Study of thermal variation in a longitudinal exponential porous fin wetted with TiO2−SiO2/ hexanol hybrid nanofluid using hybrid residual power series method

This study aims to inspect the steady state thermal distribution and heat transfer within a longitudinal porous fin of exponential profile wetted with hybrid nanoliquid. The aggregate influence of conduction, radiation, and convection causes heat transfer in the fin. The Darcy model and the Fourier law of heat conduction are used for modeling the governing ordinary differential equation (ODE) that represents the corresponding fin problem. Through the use of non-dimensional terms, the formulated equation is further simplified into a dimensionless equation along with suitable boundary condition. The arising nonlinear dimensionless equation is solved analytically using the improved residual power series method with the Pade approximant (Hybrid residual power series method/HRPSM).

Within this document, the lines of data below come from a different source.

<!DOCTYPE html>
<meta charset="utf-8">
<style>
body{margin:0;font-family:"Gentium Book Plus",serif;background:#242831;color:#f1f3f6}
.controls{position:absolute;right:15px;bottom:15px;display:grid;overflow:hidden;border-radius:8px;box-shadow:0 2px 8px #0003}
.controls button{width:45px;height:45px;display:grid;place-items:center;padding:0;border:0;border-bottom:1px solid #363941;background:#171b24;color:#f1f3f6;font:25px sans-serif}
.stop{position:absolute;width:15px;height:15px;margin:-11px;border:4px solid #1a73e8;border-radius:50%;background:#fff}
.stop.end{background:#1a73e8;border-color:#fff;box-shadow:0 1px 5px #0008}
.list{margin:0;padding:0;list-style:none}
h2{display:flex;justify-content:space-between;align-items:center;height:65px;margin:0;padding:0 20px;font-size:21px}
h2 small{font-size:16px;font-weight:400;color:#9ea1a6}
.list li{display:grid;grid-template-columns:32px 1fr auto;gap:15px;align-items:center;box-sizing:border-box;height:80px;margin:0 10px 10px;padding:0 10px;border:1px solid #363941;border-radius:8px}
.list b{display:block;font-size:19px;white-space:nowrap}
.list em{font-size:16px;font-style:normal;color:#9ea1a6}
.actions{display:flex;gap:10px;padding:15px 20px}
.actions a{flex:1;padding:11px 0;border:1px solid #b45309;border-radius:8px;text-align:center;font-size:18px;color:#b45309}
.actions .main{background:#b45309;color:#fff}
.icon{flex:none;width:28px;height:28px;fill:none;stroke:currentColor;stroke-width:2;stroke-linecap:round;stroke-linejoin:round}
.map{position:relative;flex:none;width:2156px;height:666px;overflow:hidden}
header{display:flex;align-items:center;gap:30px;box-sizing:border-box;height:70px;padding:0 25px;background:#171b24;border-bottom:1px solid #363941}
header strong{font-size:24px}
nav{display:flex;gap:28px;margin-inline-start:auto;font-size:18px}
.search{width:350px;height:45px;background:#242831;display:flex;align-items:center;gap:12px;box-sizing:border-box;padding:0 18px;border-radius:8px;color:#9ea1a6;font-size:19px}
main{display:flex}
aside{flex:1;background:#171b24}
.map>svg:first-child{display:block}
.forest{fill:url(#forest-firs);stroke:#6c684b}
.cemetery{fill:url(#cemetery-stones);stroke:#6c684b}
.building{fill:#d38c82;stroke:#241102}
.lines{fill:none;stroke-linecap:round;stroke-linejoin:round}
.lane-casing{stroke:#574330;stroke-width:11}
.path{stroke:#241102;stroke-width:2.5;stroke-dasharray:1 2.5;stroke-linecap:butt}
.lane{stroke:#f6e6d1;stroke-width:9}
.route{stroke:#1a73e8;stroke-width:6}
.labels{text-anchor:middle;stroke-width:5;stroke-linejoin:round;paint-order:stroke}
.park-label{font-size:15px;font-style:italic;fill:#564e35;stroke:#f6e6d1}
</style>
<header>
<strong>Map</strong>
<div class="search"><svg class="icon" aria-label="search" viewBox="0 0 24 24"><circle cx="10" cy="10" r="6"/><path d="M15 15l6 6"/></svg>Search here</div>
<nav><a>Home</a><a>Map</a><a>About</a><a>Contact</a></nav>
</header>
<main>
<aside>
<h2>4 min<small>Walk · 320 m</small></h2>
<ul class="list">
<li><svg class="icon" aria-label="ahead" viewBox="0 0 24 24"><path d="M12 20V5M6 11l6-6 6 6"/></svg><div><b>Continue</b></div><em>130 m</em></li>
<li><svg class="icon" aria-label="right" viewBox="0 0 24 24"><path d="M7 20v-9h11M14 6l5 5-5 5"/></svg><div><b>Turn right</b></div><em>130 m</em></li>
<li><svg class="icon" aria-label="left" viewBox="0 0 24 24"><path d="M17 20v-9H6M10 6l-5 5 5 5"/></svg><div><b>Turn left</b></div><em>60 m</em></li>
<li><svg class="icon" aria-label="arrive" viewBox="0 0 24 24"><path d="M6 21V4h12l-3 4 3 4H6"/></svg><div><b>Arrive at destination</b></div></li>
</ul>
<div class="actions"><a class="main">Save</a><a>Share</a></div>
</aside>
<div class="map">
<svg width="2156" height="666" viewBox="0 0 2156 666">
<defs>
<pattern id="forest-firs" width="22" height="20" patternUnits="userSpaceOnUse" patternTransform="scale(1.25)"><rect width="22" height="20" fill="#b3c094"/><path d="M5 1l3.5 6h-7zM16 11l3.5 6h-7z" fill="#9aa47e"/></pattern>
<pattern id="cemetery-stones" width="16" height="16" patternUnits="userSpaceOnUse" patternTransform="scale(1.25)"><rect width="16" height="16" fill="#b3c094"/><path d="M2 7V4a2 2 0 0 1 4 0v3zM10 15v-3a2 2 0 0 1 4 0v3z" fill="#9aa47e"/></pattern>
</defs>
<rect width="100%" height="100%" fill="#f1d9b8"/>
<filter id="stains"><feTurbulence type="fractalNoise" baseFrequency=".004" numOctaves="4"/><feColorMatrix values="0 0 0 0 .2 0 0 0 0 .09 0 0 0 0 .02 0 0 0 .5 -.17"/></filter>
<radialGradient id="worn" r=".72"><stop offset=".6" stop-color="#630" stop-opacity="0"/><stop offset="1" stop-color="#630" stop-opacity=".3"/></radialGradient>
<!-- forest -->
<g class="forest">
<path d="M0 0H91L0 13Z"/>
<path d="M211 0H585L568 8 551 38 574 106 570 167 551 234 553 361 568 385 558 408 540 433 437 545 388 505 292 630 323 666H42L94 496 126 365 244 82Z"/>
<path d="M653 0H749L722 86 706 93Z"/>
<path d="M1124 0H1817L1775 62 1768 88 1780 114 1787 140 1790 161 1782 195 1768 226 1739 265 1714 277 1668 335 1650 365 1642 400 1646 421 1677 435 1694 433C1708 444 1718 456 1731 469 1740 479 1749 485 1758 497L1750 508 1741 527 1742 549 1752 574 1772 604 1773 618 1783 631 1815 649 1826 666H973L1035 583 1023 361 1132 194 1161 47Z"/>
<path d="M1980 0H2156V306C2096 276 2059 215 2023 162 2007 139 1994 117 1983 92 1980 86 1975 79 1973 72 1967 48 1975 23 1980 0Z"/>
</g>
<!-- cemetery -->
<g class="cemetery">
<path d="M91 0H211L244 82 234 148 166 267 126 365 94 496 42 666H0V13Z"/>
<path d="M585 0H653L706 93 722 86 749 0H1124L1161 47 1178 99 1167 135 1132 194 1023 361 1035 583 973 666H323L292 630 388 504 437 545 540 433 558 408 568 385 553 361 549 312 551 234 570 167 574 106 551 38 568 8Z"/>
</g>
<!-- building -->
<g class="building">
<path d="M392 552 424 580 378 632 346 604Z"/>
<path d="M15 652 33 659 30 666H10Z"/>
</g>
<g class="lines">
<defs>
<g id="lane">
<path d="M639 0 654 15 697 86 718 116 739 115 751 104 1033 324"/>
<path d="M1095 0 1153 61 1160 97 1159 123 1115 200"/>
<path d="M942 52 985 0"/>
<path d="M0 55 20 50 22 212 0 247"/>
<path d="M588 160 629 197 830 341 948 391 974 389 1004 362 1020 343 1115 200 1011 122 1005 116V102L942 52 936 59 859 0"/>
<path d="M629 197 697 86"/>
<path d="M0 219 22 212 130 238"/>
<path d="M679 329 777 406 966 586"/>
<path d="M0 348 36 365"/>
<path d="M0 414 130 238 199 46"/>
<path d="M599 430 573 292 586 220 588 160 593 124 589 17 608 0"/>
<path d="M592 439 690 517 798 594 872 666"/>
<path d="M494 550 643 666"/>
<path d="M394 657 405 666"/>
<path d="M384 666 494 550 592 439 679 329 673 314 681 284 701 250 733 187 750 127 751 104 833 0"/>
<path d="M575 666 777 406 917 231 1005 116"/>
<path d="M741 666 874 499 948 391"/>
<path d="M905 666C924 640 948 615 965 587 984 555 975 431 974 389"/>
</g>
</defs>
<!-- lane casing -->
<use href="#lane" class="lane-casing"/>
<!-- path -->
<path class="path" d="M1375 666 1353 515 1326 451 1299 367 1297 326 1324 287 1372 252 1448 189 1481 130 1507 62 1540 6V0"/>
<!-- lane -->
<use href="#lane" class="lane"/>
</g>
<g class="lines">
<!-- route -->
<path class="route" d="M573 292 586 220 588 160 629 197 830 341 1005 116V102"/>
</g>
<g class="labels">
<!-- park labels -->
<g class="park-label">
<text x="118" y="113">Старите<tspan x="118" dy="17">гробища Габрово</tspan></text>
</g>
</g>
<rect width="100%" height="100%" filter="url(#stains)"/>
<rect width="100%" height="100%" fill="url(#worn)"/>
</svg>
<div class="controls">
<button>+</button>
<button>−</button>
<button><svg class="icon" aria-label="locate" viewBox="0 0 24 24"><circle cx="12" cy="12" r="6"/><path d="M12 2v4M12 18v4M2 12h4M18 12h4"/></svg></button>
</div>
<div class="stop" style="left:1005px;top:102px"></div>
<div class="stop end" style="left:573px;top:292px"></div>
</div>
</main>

The consequences of various dynamic thermal parameters on thermal behavior are explored using graphical portrayal. As per the observations of this investigation, the surface wet condition by hybrid nonliquid and porous nature of the exponential fin will have a significant effect on the temperature distribution. More specifically, as the values of these corresponding parameters increase, the rate of heat transfer intensifies. Finally, the obtained HRPSM results are compared with previous investigations, and a high level of consistency is observed.